[Opening AVAILABLE RECORDS section]

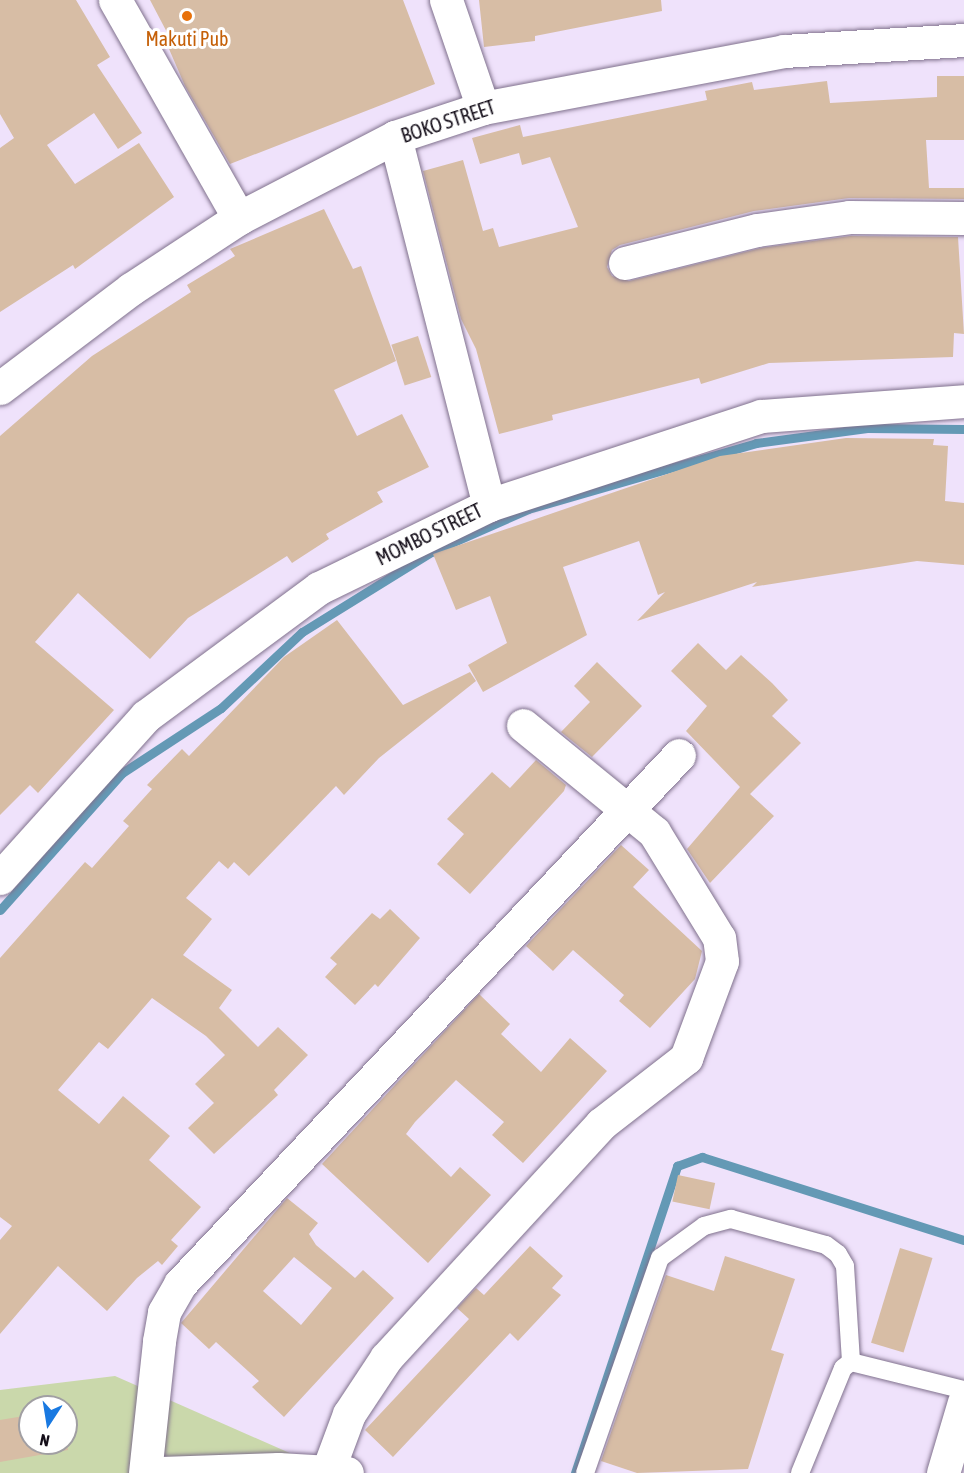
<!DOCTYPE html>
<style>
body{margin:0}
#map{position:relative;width:964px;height:1473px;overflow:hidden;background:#efe2fb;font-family:"Asap Condensed",sans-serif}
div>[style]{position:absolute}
.green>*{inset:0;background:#cad8ab}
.stream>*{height:9px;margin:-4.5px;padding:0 4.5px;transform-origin:4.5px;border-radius:4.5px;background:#6499b5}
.building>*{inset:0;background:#d7bda5;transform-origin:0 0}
.roads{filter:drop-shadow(0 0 2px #80718d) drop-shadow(0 0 2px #80718d)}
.lane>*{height:18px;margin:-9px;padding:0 9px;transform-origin:9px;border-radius:9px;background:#fff}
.street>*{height:33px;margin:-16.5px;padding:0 16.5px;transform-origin:16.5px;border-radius:16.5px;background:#fff}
.secondary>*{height:33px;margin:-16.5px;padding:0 16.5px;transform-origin:16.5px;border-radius:16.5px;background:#fff}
.dots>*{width:16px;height:16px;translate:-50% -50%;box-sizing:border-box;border:3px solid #fff;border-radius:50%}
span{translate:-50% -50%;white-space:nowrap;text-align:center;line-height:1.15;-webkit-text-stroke:6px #fff;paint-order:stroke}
.food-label{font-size:20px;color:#c56008}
.street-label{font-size:20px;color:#140e19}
.north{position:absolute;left:18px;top:1395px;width:60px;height:60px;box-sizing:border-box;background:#fff;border:2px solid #a19fa3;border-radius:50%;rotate:192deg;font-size:16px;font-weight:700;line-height:24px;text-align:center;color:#140e19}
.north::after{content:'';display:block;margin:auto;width:21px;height:27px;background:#1979e1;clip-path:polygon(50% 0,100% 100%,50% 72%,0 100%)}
</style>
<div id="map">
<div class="green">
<div style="clip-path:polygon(evenodd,115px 1376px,335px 1473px,0 1473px,0 1390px,115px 1376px,30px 1407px,66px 1407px,66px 1443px,30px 1443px,30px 1407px)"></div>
</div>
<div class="stream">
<div style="left:0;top:910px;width:183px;rotate:-48.3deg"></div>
<div style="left:122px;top:773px;width:118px;rotate:-33.3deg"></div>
<div style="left:221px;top:708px;width:111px;rotate:-43.2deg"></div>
<div style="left:302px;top:632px;width:152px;rotate:-31.8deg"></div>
<div style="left:431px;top:552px;width:106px;rotate:-23.9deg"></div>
<div style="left:528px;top:509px;width:237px;rotate:-16.1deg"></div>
<div style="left:756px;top:443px;width:112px;rotate:-7.7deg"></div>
<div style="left:867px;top:428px;width:97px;rotate:0.6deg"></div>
<div style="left:575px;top:1473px;width:324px;rotate:-71.6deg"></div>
<div style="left:677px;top:1166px;width:27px;rotate:-20deg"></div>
<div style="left:702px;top:1157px;width:275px;rotate:17.6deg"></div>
</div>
<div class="building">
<div style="clip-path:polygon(0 0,76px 0,110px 57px,97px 65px,142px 133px,118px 149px,94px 113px,47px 145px,75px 184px,139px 143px,174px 197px,75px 269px,73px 265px,0 312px,0 148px,14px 138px,0 114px)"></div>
<div style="clip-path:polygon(150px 0,403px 0,435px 84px,230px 164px,185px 86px,166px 42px,171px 40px)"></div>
<div style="clip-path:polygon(479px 0,661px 0,662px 11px,535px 36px,535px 41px,484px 47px)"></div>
<div style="clip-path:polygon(937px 76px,964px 76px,964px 140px,926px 140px,929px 188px,964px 188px,964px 199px,849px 198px,754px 211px,620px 245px,612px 250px,607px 267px,612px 276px,629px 281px,761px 248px,850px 236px,958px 237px,964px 334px,954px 333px,953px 357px,769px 363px,701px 384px,699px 378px,552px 415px,553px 420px,499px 434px,476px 349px,461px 319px,423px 171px,463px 160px,483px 231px,493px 228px,499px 247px,578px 227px,550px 157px,522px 165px,519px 153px,480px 164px,472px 138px,520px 125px,523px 137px,707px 100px,705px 91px,752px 82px,754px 90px,827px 81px,830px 103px,937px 97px)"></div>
<div style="clip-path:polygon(324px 209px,353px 269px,361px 266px,396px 361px,334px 390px,357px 436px,402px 414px,429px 467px,377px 492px,383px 502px,326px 534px,329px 539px,292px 563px,287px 556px,188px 618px,150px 659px,78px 593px,35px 642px,114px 710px,38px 793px,30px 785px,0 815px,0 436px,92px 356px,191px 292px,187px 285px,235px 256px,230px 249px)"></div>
<div style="left:418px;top:336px;width:43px;height:28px;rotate:72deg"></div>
<div style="clip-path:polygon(846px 438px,934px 439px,933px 445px,948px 446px,945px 501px,964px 503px,964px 565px,917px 561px,752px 587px,757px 582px,637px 621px,665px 592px,658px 595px,639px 541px,563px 567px,587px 635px,483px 692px,468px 665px,507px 643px,490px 596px,456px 610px,433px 554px,720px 456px)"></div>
<div style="clip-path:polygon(337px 620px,403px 705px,470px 672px,476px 681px,379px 758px,344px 795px,336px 786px,249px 876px,234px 862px,228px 869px,219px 861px,186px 898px,212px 919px,183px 955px,232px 990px,219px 1008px,258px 1047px,278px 1027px,308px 1055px,274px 1090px,278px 1095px,214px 1154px,188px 1128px,214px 1103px,195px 1084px,225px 1055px,206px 1036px,152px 998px,108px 1049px,99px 1042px,58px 1090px,99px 1124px,123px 1096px,170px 1136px,149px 1160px,201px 1207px,171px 1240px,178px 1246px,162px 1265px,158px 1261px,137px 1278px,107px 1311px,58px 1266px,0 1334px,0 1240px,12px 1226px,0 1217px,0 958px,85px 862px,92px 868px,129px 826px,123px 821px,152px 789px,147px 785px,182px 749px,189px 756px,284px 657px)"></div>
<div style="clip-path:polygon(698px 643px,726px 670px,741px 655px,772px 683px,788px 700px,772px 716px,801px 743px,750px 794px,774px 816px,710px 883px,687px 849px,740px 787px,686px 731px,707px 706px,671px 671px)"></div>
<div style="clip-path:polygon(597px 662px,642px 706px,592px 757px,561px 732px,590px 702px,574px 686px)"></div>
<div style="clip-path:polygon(536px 760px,566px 785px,564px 791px,470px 894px,437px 864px,464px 834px,447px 819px,492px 772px,510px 788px)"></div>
<div style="clip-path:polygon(621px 845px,649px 870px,633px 887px,702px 951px,695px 979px,650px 1028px,619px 1001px,624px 995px,573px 950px,553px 971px,526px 946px)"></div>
<div style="clip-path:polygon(390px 909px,420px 938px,378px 987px,375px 984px,355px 1005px,325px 977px,337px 964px,330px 958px,372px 913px,380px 919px)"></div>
<div style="clip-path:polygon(479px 994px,510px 1024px,501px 1034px,541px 1072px,570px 1038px,607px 1071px,523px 1163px,492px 1135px,504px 1122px,456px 1080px,415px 1122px,406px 1134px,451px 1177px,460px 1167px,491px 1195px,428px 1263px,322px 1164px)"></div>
<div style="left:678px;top:1175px;width:38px;height:27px;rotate:12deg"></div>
<div style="clip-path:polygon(evenodd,287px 1198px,318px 1223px,309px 1234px,316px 1245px,355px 1278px,363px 1270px,394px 1298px,284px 1417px,252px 1387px,259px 1381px,216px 1342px,209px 1349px,181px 1323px,287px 1198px,294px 1257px,332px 1288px,301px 1325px,263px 1291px,294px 1257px)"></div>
<div style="clip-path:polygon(530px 1246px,563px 1276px,552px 1288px,561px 1295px,518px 1341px,510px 1333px,393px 1457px,365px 1430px,469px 1319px,457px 1308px,476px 1288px,484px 1295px)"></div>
<div style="left:900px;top:1248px;width:34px;height:99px;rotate:17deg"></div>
<div style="clip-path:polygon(725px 1256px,795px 1279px,771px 1350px,784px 1354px,748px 1469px,637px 1473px,601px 1461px,666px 1275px,714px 1291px)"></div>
<div style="clip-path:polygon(30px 1415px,30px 1443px,66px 1443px,66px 1436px,68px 1450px,0 1462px,0 1420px)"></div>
</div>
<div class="roads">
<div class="lane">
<div style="left:585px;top:1473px;width:228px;rotate:-70.8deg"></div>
<div style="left:660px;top:1258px;width:54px;rotate:-36deg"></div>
<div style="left:704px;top:1226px;width:28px;rotate:-15deg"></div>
<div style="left:731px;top:1219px;width:98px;rotate:15.3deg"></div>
<div style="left:826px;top:1245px;width:15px;rotate:37deg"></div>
<div style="left:838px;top:1254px;width:14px;rotate:60deg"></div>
<div style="left:845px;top:1266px;width:96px;rotate:86.4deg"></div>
<div style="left:800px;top:1473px;width:113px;rotate:-67.7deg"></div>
<div style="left:843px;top:1368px;width:10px;rotate:-37deg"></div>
<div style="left:851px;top:1362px;width:116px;rotate:13.9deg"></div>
</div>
<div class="street">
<div style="left:115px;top:0;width:251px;rotate:60.4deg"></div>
<div style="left:446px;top:0;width:114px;rotate:71.1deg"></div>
<div style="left:395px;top:137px;width:380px;rotate:75.7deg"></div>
<div style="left:625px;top:263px;width:136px;rotate:-14deg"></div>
<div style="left:757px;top:230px;width:93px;rotate:-8deg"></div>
<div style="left:849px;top:217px;width:115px;rotate:0.5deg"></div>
<div style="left:0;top:388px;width:164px;rotate:-37.1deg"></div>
<div style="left:131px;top:289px;width:129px;rotate:-33.3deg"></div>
<div style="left:239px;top:218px;width:176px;rotate:-27.4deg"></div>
<div style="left:395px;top:137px;width:93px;rotate:-18.2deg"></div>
<div style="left:483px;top:108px;width:306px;rotate:-10.7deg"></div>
<div style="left:784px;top:51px;width:180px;rotate:-3.5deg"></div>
<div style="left:0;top:878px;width:218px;rotate:-48deg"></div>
<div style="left:146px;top:716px;width:215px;rotate:-36.5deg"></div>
<div style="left:319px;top:588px;width:189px;rotate:-26deg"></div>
<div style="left:489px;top:505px;width:286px;rotate:-18.1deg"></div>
<div style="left:761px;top:416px;width:204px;rotate:-4.2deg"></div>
<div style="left:145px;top:1473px;width:133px;rotate:-83.9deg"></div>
<div style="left:159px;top:1341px;width:29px;rotate:-80deg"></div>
<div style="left:164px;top:1312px;width:32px;rotate:-60deg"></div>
<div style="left:180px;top:1284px;width:727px;rotate:-46.67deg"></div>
<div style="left:161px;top:1473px;width:117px;rotate:-2deg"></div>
<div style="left:278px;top:1469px;width:69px;rotate:3.3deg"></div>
<div style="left:327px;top:1473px;width:63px;rotate:-69.6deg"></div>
<div style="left:349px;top:1414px;width:67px;rotate:-56.5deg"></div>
<div style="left:386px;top:1358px;width:318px;rotate:-47.4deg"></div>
<div style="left:601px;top:1124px;width:108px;rotate:-37.8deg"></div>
<div style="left:686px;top:1058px;width:103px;rotate:-69.6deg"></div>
<div style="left:722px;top:961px;width:23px;rotate:-97deg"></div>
<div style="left:719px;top:938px;width:124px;rotate:-121.5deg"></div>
<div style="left:654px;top:832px;width:169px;rotate:-140.8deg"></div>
</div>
<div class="secondary">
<div style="left:943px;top:1473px;width:74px;rotate:-73.5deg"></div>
</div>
</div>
<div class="dots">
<div style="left:187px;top:16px;background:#e8710a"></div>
</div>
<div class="food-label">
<span style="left:187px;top:38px">Makuti Pub</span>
</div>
<div class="street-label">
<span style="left:448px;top:121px;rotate:-18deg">BOKO STREET</span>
<span style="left:429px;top:534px;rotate:-26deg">MOMBO STREET</span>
</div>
<div class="north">N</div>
</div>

[Closing AVAILABLE RECORDS section]

[AIM OF THE EXERCISE]
Only a number is wanted here: how many lines above hold the string "stream"?

[ANSWER TO THIS TASK]
2